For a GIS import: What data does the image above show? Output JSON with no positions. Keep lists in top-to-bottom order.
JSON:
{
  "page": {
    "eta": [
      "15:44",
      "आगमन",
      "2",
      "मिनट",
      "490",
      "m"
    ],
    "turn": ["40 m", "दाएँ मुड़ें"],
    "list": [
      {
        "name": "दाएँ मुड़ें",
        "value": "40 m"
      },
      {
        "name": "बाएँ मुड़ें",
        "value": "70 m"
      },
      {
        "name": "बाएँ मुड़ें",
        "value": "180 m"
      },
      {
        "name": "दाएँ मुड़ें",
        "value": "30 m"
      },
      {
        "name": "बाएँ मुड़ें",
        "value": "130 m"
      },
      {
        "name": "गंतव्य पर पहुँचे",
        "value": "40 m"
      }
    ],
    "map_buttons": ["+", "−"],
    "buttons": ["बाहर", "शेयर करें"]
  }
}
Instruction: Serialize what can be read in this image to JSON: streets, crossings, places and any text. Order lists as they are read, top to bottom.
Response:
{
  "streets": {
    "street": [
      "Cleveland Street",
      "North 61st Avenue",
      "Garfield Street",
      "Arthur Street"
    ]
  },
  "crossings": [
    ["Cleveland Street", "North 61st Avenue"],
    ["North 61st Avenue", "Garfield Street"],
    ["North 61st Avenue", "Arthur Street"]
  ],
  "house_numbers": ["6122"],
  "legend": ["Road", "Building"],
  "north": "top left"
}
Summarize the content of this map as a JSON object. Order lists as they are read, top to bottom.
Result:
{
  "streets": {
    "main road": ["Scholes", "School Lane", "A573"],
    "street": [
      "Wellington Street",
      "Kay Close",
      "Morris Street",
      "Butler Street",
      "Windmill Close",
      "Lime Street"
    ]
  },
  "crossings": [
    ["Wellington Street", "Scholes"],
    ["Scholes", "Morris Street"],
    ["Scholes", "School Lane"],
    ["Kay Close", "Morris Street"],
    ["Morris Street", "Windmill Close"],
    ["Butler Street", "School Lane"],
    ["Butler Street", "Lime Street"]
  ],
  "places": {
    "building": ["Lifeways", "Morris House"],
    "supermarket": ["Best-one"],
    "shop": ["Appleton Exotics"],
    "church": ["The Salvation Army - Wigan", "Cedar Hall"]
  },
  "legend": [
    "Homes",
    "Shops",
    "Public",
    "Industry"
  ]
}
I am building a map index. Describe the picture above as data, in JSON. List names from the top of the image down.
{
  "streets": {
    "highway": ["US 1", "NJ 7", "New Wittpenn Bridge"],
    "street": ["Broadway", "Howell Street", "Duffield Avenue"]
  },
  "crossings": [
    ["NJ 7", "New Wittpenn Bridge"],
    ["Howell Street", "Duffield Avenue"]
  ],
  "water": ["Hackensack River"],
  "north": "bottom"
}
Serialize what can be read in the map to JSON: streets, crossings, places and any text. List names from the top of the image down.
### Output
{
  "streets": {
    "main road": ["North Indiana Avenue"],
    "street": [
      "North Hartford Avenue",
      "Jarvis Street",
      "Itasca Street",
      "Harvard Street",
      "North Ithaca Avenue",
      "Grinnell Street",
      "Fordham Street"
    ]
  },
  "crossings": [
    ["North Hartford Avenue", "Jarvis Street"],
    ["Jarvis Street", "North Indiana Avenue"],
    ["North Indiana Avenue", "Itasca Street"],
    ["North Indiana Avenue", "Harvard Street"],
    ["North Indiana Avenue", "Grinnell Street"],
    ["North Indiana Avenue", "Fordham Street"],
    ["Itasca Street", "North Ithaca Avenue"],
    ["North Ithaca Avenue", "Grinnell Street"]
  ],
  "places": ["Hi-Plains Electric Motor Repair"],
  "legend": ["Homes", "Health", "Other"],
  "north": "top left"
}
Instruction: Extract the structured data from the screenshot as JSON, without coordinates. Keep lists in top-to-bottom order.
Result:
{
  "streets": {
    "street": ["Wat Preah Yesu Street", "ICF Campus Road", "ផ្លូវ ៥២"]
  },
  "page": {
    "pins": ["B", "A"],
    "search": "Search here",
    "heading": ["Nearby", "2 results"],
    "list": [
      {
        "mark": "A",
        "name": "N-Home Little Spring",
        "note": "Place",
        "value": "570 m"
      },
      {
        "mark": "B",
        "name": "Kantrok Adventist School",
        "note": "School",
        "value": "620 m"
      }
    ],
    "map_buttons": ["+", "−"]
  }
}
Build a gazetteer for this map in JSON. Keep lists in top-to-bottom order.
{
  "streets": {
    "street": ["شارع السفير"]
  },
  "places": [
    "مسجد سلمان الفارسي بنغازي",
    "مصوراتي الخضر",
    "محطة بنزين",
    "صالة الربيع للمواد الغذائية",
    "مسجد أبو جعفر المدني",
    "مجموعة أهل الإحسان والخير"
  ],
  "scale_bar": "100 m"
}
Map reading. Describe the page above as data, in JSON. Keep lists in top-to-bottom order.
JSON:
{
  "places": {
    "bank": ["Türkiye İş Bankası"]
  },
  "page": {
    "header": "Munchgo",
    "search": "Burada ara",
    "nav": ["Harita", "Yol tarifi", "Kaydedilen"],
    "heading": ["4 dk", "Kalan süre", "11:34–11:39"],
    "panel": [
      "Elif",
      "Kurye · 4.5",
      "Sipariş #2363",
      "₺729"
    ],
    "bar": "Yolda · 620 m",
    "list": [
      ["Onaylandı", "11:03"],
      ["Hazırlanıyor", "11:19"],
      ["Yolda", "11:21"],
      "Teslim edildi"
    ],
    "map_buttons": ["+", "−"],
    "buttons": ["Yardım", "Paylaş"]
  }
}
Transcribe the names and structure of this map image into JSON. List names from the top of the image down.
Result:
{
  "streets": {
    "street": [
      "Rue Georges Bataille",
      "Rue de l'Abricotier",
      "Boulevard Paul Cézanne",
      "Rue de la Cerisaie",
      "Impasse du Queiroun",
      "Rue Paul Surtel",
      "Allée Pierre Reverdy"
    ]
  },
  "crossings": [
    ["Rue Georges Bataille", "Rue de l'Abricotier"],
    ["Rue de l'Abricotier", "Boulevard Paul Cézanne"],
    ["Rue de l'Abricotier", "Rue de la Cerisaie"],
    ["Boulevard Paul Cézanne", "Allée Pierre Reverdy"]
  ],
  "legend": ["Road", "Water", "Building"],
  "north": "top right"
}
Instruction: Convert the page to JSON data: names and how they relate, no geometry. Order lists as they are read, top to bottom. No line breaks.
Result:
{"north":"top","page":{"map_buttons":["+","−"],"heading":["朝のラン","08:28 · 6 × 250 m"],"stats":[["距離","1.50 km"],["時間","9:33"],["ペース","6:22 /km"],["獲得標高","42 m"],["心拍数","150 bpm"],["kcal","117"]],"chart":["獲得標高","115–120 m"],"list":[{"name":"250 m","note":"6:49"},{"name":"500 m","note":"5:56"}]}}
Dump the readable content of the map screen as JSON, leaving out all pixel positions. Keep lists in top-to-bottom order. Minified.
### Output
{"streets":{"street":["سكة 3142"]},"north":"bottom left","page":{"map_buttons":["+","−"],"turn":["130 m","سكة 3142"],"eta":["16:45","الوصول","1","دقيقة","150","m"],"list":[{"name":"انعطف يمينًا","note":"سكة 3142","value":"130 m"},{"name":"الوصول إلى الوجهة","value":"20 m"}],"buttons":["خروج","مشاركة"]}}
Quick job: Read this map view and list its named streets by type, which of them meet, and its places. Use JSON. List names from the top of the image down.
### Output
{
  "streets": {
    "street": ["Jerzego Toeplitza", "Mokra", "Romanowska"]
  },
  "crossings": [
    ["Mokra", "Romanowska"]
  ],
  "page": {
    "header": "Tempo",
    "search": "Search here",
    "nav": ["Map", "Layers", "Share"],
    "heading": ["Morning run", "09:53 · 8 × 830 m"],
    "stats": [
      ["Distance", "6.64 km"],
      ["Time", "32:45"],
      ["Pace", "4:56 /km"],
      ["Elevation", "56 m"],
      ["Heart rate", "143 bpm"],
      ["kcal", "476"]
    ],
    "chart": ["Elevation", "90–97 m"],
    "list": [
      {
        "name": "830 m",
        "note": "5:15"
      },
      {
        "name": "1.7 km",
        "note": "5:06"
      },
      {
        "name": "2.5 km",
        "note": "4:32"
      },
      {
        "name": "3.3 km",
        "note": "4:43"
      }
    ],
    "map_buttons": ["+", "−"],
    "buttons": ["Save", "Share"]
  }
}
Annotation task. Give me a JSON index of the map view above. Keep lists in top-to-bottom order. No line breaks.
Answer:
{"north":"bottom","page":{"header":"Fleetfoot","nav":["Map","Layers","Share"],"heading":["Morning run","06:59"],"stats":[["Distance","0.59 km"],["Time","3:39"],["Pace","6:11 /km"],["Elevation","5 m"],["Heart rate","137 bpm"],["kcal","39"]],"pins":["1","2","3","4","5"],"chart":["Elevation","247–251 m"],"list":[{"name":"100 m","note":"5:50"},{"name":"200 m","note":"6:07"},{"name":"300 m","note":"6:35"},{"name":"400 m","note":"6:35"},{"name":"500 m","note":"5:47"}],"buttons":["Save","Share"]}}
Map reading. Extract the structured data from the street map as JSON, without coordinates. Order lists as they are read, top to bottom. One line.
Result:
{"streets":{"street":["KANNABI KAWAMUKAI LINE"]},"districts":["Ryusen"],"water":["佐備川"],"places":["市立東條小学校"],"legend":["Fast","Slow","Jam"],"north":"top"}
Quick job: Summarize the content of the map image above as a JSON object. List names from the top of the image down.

━━━━━━━━━━━━━━━━━━━━

What is needed:
Check each line of the records above, and copy those that hold the word "reading".

Result for this task:
Map reading. Describe the page above as data, in JSON. Keep lists in top-to-bottom order.
Map reading. Extract the structured data from the street map as JSON, without coordinates. Order lists as they are read, top to bottom. One line.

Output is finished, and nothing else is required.